*TASK DIRECTIONS*.
Your answer must be the lines of the entries below, exactly as written, from the first line through the line containing "flex:none; width:28px; height:28px;".

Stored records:
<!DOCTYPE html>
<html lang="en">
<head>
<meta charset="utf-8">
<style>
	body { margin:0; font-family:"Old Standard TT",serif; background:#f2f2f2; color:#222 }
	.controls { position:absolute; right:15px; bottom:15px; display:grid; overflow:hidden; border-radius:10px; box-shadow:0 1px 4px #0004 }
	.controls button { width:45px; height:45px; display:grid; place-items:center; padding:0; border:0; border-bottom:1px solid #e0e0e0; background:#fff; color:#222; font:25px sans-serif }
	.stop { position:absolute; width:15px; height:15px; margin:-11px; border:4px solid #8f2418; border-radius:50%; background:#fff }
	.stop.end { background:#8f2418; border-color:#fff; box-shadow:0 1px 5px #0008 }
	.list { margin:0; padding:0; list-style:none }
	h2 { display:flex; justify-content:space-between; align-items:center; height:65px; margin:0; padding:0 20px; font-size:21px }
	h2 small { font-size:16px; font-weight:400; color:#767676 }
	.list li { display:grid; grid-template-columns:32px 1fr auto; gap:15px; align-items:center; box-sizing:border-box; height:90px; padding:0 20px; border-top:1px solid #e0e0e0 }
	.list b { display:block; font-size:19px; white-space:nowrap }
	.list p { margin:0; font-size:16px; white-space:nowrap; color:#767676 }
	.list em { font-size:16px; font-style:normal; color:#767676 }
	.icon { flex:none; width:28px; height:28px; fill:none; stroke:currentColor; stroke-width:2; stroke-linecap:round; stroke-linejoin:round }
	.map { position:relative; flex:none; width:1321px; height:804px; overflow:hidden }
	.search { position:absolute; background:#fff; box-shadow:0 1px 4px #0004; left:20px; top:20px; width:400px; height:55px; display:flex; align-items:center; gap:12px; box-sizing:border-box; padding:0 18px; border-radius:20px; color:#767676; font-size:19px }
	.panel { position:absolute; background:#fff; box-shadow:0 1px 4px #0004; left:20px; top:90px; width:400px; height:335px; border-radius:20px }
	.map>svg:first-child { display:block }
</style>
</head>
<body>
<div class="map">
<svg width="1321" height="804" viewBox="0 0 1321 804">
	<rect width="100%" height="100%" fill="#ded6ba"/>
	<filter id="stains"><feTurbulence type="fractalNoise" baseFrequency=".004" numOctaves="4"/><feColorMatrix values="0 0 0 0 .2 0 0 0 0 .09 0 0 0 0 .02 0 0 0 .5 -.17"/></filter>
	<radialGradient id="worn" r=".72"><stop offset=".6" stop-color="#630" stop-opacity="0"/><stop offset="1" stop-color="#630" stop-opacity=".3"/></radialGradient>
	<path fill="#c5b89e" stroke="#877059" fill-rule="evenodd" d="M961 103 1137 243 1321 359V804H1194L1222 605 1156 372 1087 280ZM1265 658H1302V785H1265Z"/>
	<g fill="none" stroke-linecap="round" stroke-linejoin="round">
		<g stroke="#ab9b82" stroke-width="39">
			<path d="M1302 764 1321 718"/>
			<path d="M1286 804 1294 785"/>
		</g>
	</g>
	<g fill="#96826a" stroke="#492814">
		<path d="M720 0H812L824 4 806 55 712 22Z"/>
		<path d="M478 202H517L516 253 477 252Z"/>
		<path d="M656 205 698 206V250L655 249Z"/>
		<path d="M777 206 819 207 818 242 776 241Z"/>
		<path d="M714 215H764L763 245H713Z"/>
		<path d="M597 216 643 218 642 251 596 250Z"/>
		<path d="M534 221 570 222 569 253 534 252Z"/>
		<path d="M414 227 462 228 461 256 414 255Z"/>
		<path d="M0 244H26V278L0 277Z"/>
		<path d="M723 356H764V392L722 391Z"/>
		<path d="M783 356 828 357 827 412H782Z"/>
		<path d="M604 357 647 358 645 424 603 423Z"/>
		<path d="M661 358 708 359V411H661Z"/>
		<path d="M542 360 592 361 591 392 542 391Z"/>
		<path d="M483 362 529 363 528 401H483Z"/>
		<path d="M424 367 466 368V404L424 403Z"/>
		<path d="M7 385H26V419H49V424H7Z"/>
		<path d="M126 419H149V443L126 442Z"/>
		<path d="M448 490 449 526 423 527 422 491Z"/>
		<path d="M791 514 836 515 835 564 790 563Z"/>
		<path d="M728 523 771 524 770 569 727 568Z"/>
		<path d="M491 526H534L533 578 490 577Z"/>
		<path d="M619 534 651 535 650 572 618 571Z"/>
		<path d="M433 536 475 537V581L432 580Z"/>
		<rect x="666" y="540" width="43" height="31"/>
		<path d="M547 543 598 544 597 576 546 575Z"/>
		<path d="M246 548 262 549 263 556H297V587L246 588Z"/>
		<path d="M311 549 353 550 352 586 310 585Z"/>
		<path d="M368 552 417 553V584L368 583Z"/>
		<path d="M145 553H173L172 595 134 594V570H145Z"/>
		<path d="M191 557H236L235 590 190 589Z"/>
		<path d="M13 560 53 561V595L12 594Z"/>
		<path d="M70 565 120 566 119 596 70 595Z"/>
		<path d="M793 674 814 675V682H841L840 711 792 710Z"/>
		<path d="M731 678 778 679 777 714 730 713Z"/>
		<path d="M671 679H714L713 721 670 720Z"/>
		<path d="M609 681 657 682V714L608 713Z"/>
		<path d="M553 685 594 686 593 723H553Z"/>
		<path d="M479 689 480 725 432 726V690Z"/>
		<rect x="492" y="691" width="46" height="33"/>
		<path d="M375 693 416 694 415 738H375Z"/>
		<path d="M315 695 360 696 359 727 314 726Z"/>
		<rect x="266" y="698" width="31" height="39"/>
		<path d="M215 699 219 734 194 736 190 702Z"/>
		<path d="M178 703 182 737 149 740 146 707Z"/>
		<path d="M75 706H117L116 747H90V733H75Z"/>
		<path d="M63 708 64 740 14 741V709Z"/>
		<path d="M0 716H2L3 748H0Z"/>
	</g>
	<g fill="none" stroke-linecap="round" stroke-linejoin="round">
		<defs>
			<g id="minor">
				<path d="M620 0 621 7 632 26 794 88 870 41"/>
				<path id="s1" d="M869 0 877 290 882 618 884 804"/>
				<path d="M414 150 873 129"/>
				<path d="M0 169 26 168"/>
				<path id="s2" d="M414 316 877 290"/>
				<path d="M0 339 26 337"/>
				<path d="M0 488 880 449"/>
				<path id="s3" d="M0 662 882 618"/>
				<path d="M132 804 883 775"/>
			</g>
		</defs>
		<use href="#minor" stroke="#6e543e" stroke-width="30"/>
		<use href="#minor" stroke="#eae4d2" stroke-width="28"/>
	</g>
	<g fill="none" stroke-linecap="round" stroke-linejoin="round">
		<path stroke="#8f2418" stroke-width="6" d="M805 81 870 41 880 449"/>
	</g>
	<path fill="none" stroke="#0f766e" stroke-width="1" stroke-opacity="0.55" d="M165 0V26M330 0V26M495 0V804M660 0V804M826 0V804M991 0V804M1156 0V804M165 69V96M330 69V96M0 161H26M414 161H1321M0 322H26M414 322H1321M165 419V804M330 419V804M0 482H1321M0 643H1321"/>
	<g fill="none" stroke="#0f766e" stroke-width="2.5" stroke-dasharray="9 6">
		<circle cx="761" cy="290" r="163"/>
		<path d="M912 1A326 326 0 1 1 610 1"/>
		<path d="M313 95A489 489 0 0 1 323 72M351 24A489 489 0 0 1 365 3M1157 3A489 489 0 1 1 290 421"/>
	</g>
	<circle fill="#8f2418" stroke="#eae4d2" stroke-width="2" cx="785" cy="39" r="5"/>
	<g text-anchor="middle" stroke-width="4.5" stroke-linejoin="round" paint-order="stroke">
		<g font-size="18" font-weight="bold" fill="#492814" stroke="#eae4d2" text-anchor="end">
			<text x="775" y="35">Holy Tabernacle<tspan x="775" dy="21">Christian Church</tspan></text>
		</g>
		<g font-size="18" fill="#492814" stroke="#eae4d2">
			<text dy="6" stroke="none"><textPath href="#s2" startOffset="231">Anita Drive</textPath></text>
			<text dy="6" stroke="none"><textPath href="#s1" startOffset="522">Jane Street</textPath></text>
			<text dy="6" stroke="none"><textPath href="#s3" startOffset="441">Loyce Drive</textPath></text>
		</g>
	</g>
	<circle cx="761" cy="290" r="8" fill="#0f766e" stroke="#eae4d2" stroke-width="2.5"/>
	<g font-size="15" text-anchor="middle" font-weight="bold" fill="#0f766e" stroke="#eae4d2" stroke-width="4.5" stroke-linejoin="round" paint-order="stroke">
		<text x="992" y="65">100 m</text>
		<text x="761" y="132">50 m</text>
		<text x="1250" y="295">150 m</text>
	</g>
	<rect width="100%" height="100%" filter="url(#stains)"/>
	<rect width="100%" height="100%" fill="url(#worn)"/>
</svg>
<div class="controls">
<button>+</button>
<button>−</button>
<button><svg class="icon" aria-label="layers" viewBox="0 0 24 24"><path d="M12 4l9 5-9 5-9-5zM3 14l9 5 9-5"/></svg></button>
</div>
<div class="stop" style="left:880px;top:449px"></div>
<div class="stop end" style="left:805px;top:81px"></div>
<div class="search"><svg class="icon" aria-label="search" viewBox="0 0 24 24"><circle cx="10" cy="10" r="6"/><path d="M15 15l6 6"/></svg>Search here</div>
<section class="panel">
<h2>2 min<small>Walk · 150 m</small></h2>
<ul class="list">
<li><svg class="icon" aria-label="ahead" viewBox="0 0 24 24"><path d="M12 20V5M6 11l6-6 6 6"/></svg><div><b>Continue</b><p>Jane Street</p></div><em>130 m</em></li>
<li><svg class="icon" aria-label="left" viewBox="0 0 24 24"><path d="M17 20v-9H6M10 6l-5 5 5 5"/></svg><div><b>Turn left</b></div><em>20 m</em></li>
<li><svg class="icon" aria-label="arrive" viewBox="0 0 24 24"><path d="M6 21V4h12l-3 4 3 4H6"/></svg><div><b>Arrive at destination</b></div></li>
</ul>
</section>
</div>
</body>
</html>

*EXPECTED ANSWER*.
<!DOCTYPE html>
<html lang="en">
<head>
<meta charset="utf-8">
<style>
	body { margin:0; font-family:"Old Standard TT",serif; background:#f2f2f2; color:#222 }
	.controls { position:absolute; right:15px; bottom:15px; display:grid; overflow:hidden; border-radius:10px; box-shadow:0 1px 4px #0004 }
	.controls button { width:45px; height:45px; display:grid; place-items:center; padding:0; border:0; border-bottom:1px solid #e0e0e0; background:#fff; color:#222; font:25px sans-serif }
	.stop { position:absolute; width:15px; height:15px; margin:-11px; border:4px solid #8f2418; border-radius:50%; background:#fff }
	.stop.end { background:#8f2418; border-color:#fff; box-shadow:0 1px 5px #0008 }
	.list { margin:0; padding:0; list-style:none }
	h2 { display:flex; justify-content:space-between; align-items:center; height:65px; margin:0; padding:0 20px; font-size:21px }
	h2 small { font-size:16px; font-weight:400; color:#767676 }
	.list li { display:grid; grid-template-columns:32px 1fr auto; gap:15px; align-items:center; box-sizing:border-box; height:90px; padding:0 20px; border-top:1px solid #e0e0e0 }
	.list b { display:block; font-size:19px; white-space:nowrap }
	.list p { margin:0; font-size:16px; white-space:nowrap; color:#767676 }
	.list em { font-size:16px; font-style:normal; color:#767676 }
	.icon { flex:none; width:28px; height:28px; fill:none; stroke:currentColor; stroke-width:2; stroke-linecap:round; stroke-linejoin:round }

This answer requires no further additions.